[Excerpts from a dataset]
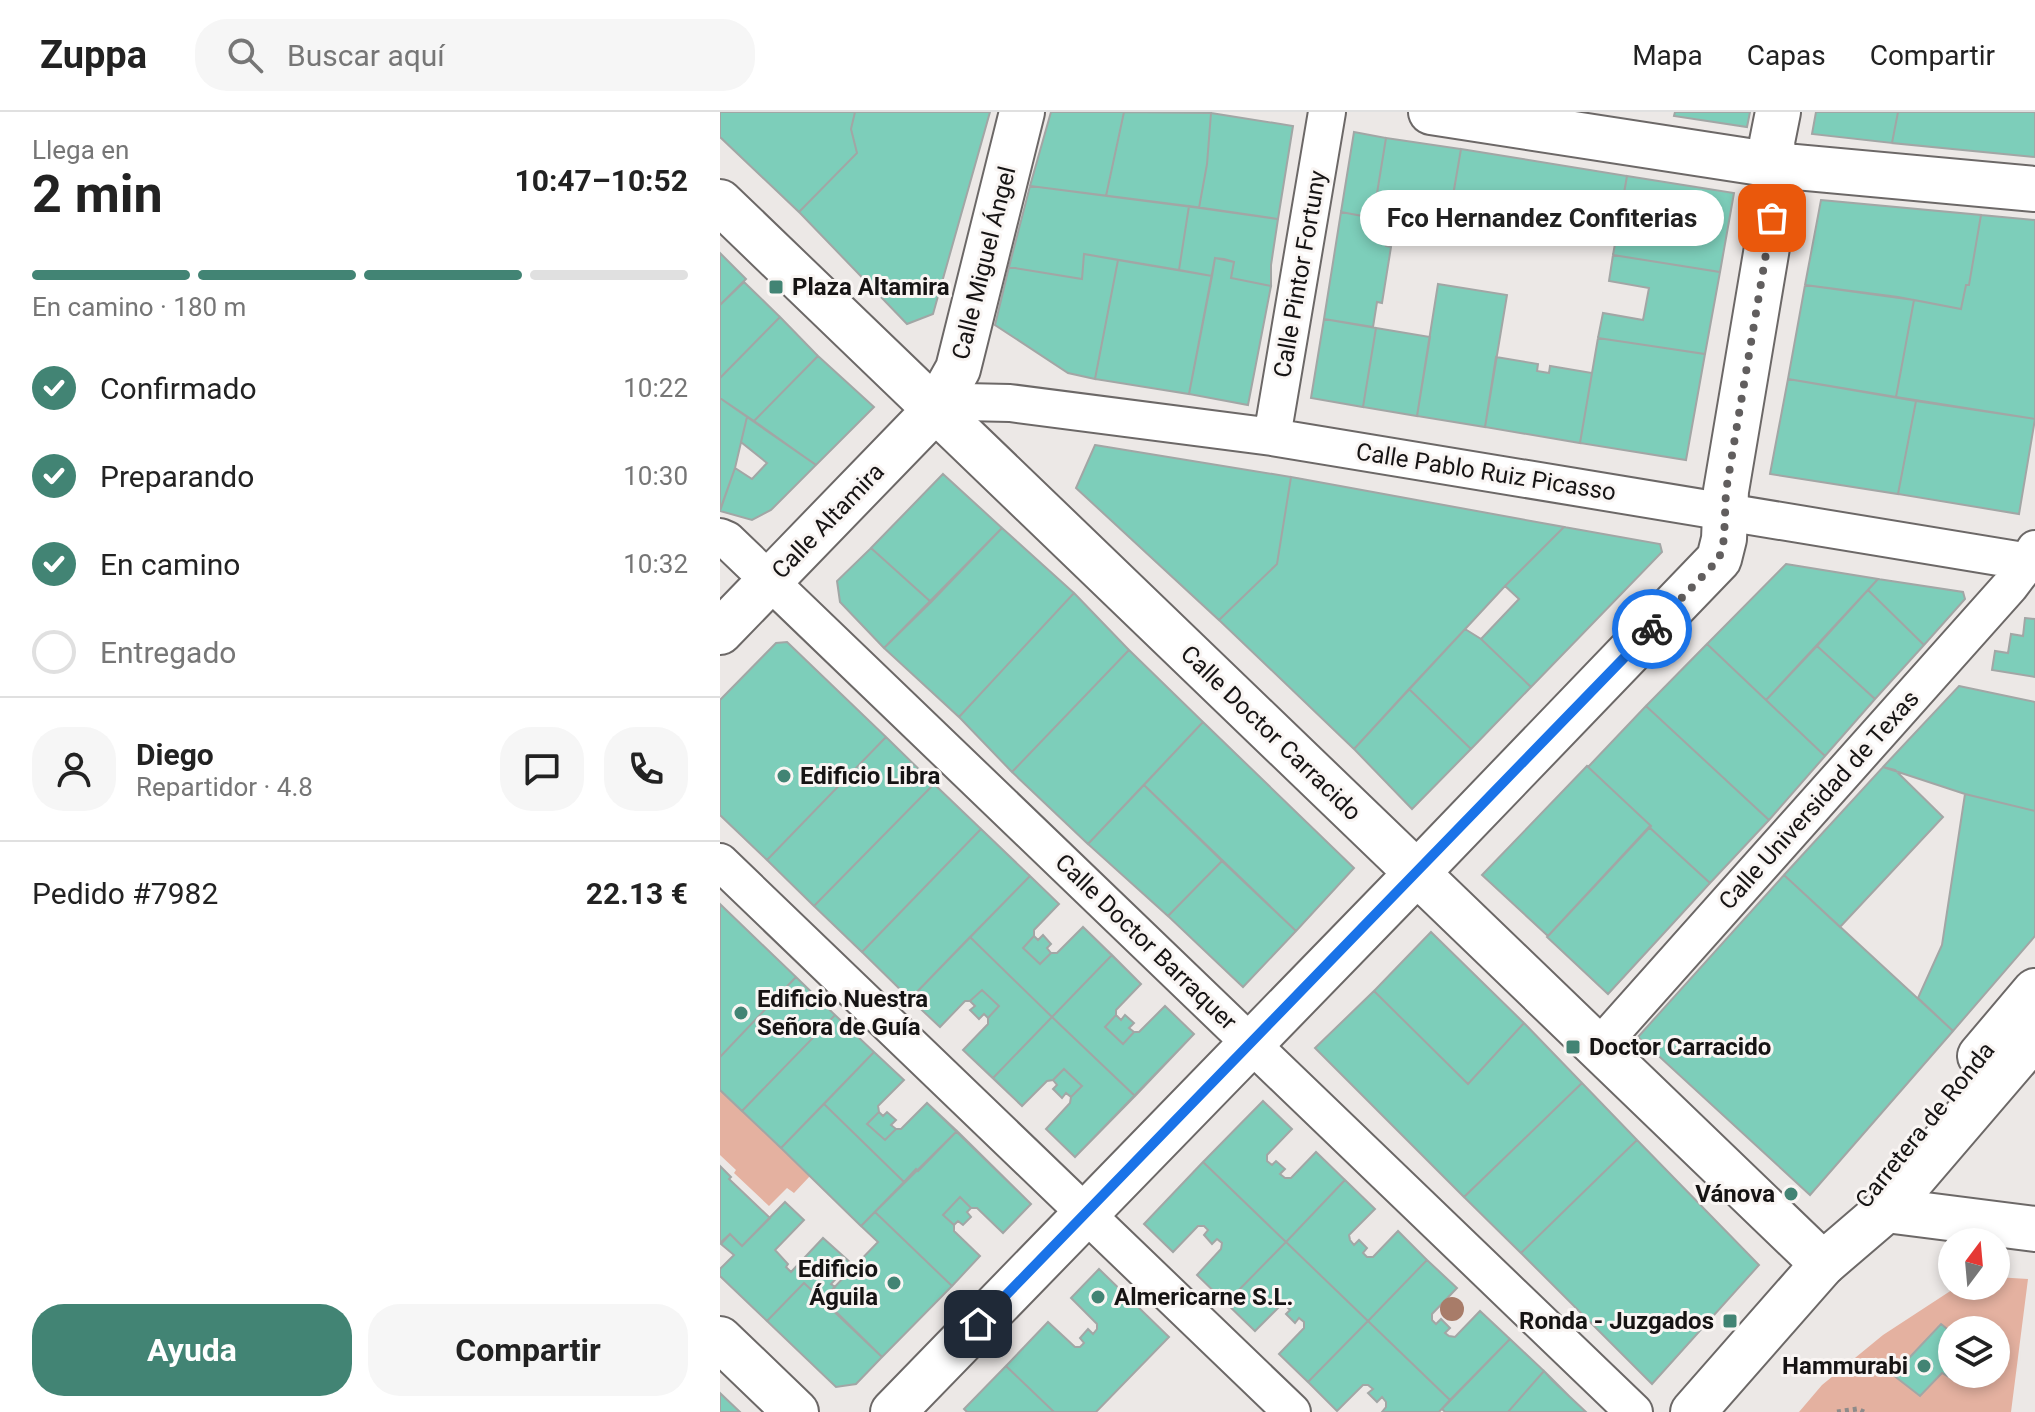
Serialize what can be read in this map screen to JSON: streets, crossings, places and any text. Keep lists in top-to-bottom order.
{
  "streets": {
    "street": [
      "Calle Miguel Ángel",
      "Calle Pintor Fortuny",
      "Calle Pablo Ruiz Picasso",
      "Calle Altamira",
      "Calle Doctor Carracido",
      "Calle Universidad de Texas",
      "Calle Doctor Barraquer",
      "Carretera de Ronda"
    ]
  },
  "crossings": [
    ["Calle Miguel Ángel", "Calle Pablo Ruiz Picasso"],
    ["Calle Miguel Ángel", "Calle Altamira"],
    ["Calle Miguel Ángel", "Calle Doctor Carracido"],
    ["Calle Pintor Fortuny", "Calle Pablo Ruiz Picasso"],
    ["Calle Pablo Ruiz Picasso", "Calle Altamira"],
    ["Calle Pablo Ruiz Picasso", "Calle Doctor Carracido"],
    ["Calle Pablo Ruiz Picasso", "Calle Universidad de Texas"],
    ["Calle Altamira", "Calle Doctor Carracido"],
    ["Calle Altamira", "Calle Doctor Barraquer"],
    ["Calle Doctor Carracido", "Calle Universidad de Texas"],
    ["Calle Doctor Carracido", "Carretera de Ronda"]
  ],
  "places": {
    "other": [
      "Fco Hernandez Confiterias",
      "Edificio Libra",
      "Edificio Nuestra Señora de Guía",
      "Vánova",
      "Edificio Águila",
      "Almericarne S.L.",
      "Hammurabi"
    ],
    "transit": ["Plaza Altamira", "Doctor Carracido", "Ronda - Juzgados"]
  },
  "north": "top",
  "page": {
    "header": "Zuppa",
    "search": "Buscar aquí",
    "nav": ["Mapa", "Capas", "Compartir"],
    "heading": ["2 min", "Llega en", "10:47–10:52"],
    "panel": [
      "Diego",
      "Repartidor · 4.8",
      "Pedido #7982",
      "22.13 €"
    ],
    "bubble": "Fco Hernandez Confiterias",
    "bar": "En camino · 180 m",
    "list": [
      ["Confirmado", "10:22"],
      ["Preparando", "10:30"],
      ["En camino", "10:32"],
      "Entregado"
    ],
    "buttons": ["Ayuda", "Compartir"]
  }
}
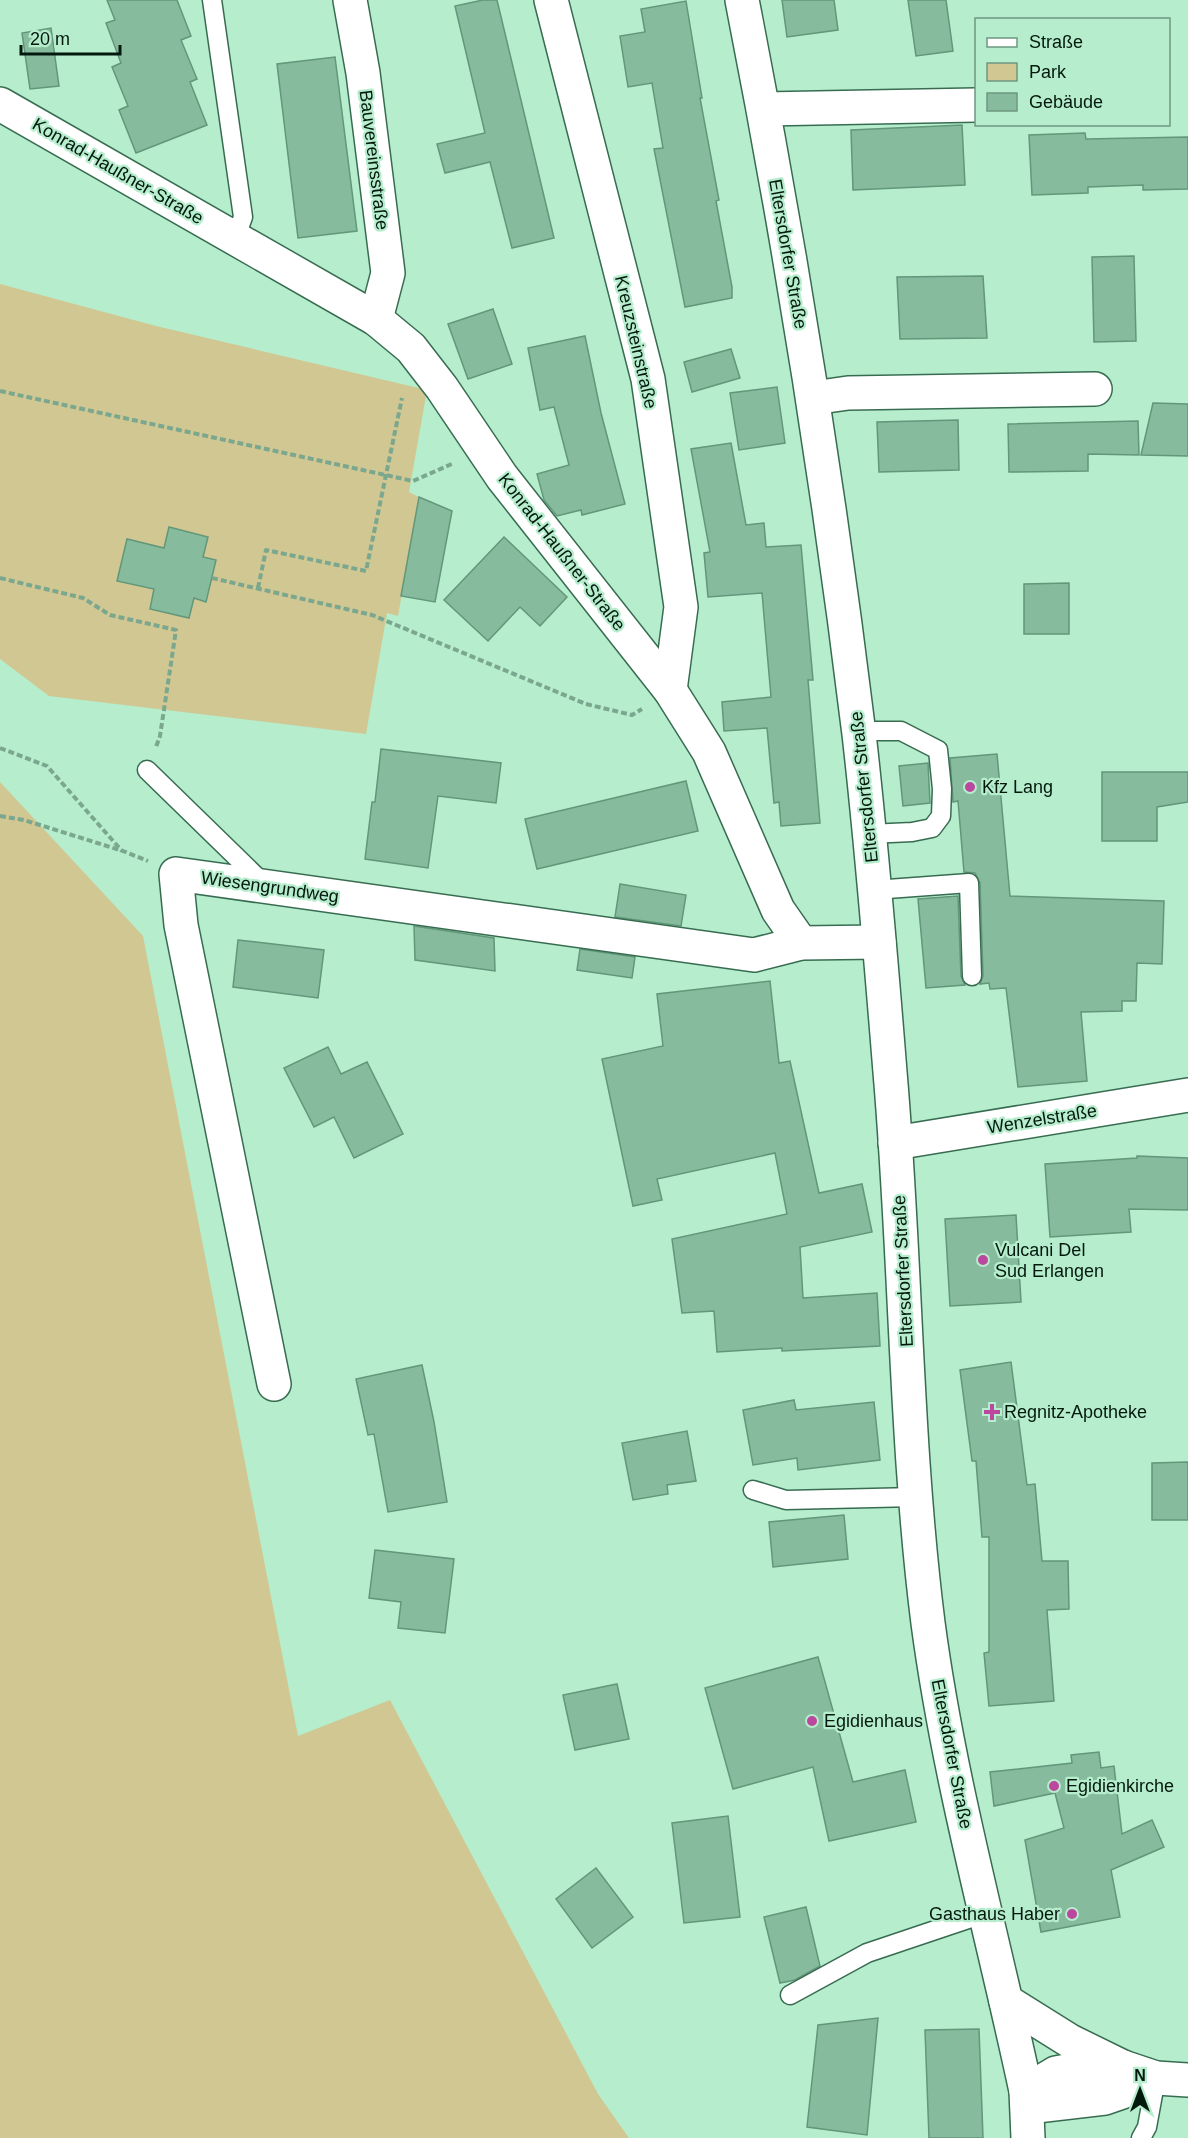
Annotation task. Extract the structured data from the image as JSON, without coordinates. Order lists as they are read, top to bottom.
{
  "streets": {
    "street": [
      "Bauvereinsstraße",
      "Konrad-Haußner-Straße",
      "Eltersdorfer Straße",
      "Kreuzsteinstraße",
      "Wiesengrundweg",
      "Wenzelstraße"
    ]
  },
  "crossings": [
    ["Bauvereinsstraße", "Konrad-Haußner-Straße"],
    ["Konrad-Haußner-Straße", "Kreuzsteinstraße"],
    ["Konrad-Haußner-Straße", "Wiesengrundweg"],
    ["Eltersdorfer Straße", "Wiesengrundweg"],
    ["Eltersdorfer Straße", "Wenzelstraße"]
  ],
  "places": {
    "other": [
      "Kfz Lang",
      "Vulcani Del Sud Erlangen",
      "Egidienhaus",
      "Egidienkirche",
      "Gasthaus Haber"
    ],
    "health": ["Regnitz-Apotheke"]
  },
  "legend": ["Straße", "Park", "Gebäude"],
  "scale_bar": "20 m",
  "north": "top"
}
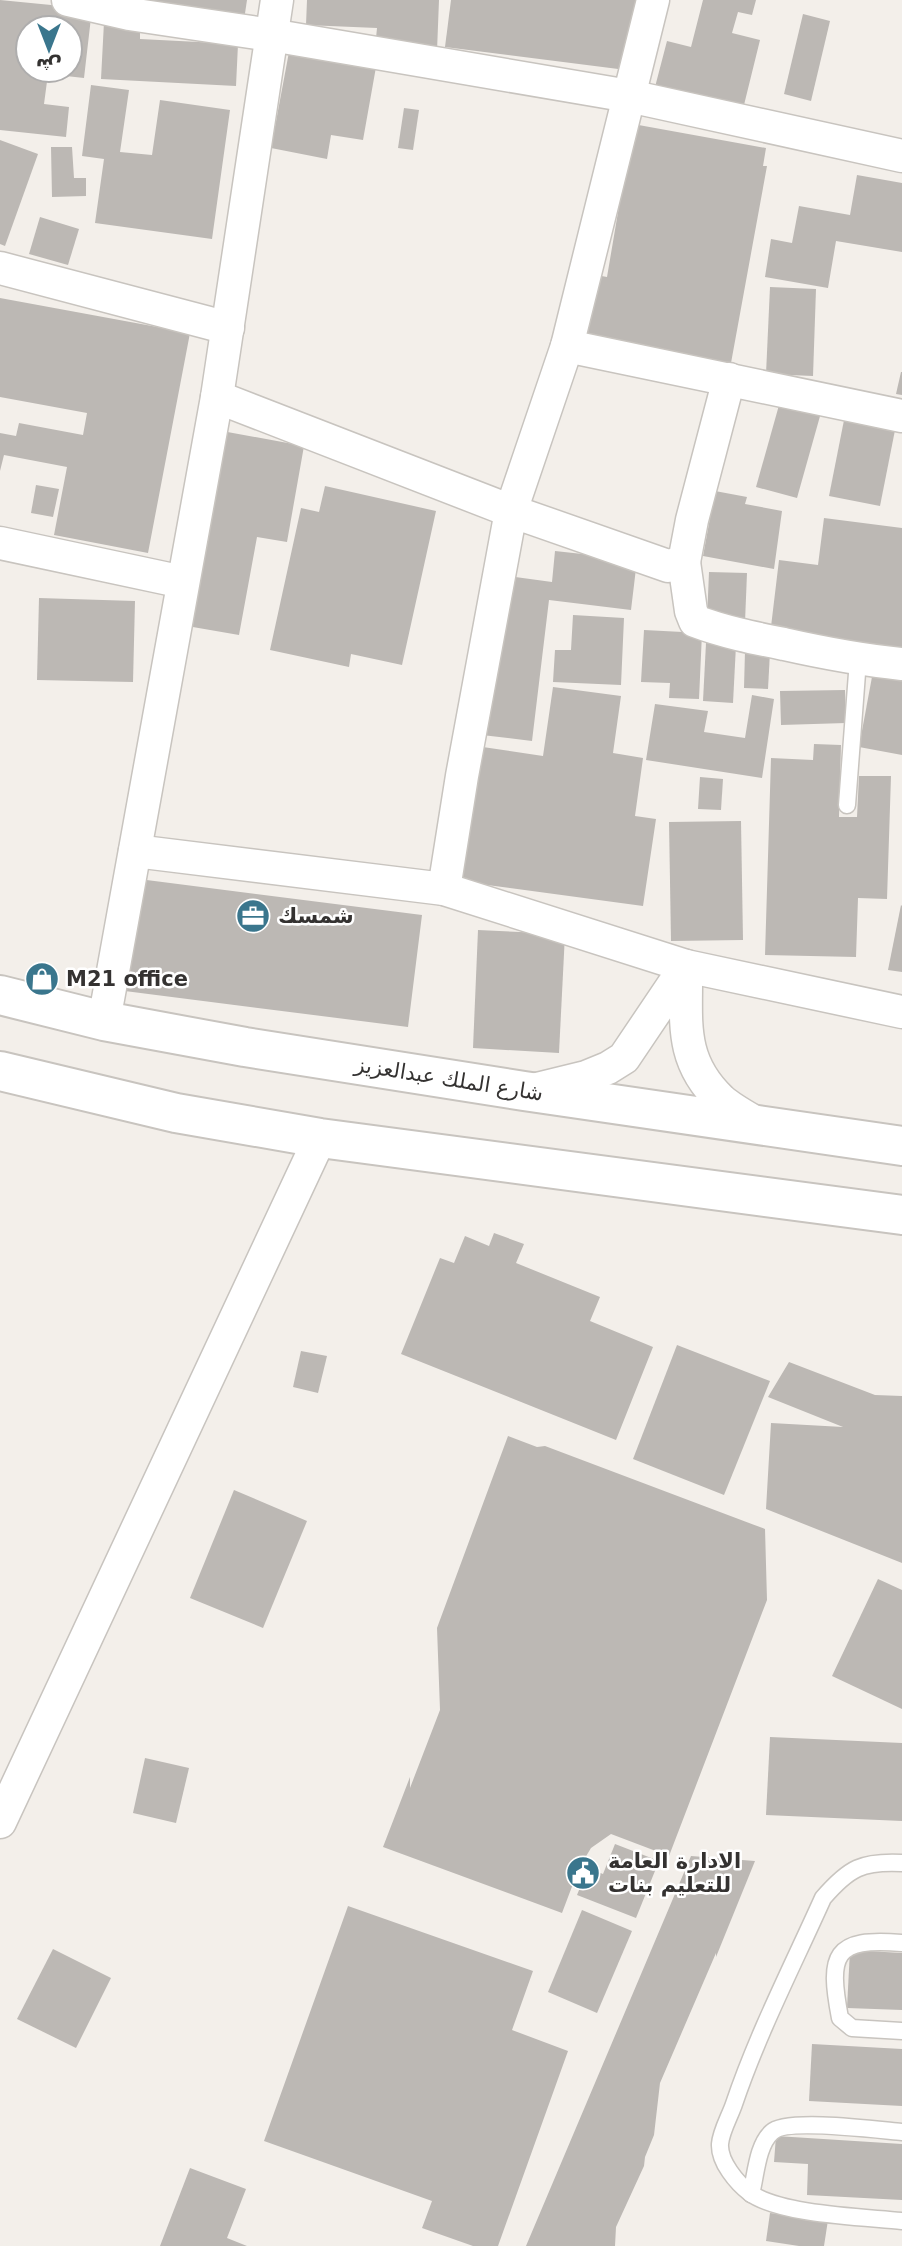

WHAT IS BEING ASKED =>
Output every entry exactly, leaving out pictures.

TASK SOLUTION =>
Serialize what can be read in this map screen to JSON: streets, crossings, places and any text. Keep lists in top-to-bottom order.
{
  "streets": {
    "street": [
      "Calle Miguel Ángel",
      "Calle Pintor Fortuny",
      "Calle Pablo Ruiz Picasso",
      "Calle Altamira",
      "Calle Doctor Carracido",
      "Calle Universidad de Texas",
      "Calle Doctor Barraquer",
      "Carretera de Ronda"
    ]
  },
  "crossings": [
    ["Calle Miguel Ángel", "Calle Pablo Ruiz Picasso"],
    ["Calle Miguel Ángel", "Calle Altamira"],
    ["Calle Miguel Ángel", "Calle Doctor Carracido"],
    ["Calle Pintor Fortuny", "Calle Pablo Ruiz Picasso"],
    ["Calle Pablo Ruiz Picasso", "Calle Altamira"],
    ["Calle Pablo Ruiz Picasso", "Calle Doctor Carracido"],
    ["Calle Pablo Ruiz Picasso", "Calle Universidad de Texas"],
    ["Calle Altamira", "Calle Doctor Carracido"],
    ["Calle Altamira", "Calle Doctor Barraquer"],
    ["Calle Doctor Carracido", "Calle Universidad de Texas"],
    ["Calle Doctor Carracido", "Carretera de Ronda"]
  ],
  "places": {
    "other": [
      "Fco Hernandez Confiterias",
      "Edificio Libra",
      "Edificio Nuestra Señora de Guía",
      "Vánova",
      "Edificio Águila",
      "Almericarne S.L.",
      "Hammurabi"
    ],
    "transit": ["Plaza Altamira", "Doctor Carracido", "Ronda - Juzgados"]
  },
  "north": "top",
  "page": {
    "header": "Zuppa",
    "search": "Buscar aquí",
    "nav": ["Mapa", "Capas", "Compartir"],
    "heading": ["2 min", "Llega en", "10:47–10:52"],
    "panel": [
      "Diego",
      "Repartidor · 4.8",
      "Pedido #7982",
      "22.13 €"
    ],
    "bubble": "Fco Hernandez Confiterias",
    "bar": "En camino · 180 m",
    "list": [
      ["Confirmado", "10:22"],
      ["Preparando", "10:30"],
      ["En camino", "10:32"],
      "Entregado"
    ],
    "buttons": ["Ayuda", "Compartir"]
  }
}
Annotation task. Extract the structured data from the image as JSON, without coordinates. Order lists as they are read, top to bottom.
{
  "streets": {
    "street": [
      "Bauvereinsstraße",
      "Konrad-Haußner-Straße",
      "Eltersdorfer Straße",
      "Kreuzsteinstraße",
      "Wiesengrundweg",
      "Wenzelstraße"
    ]
  },
  "crossings": [
    ["Bauvereinsstraße", "Konrad-Haußner-Straße"],
    ["Konrad-Haußner-Straße", "Kreuzsteinstraße"],
    ["Konrad-Haußner-Straße", "Wiesengrundweg"],
    ["Eltersdorfer Straße", "Wiesengrundweg"],
    ["Eltersdorfer Straße", "Wenzelstraße"]
  ],
  "places": {
    "other": [
      "Kfz Lang",
      "Vulcani Del Sud Erlangen",
      "Egidienhaus",
      "Egidienkirche",
      "Gasthaus Haber"
    ],
    "health": ["Regnitz-Apotheke"]
  },
  "legend": ["Straße", "Park", "Gebäude"],
  "scale_bar": "20 m",
  "north": "top"
}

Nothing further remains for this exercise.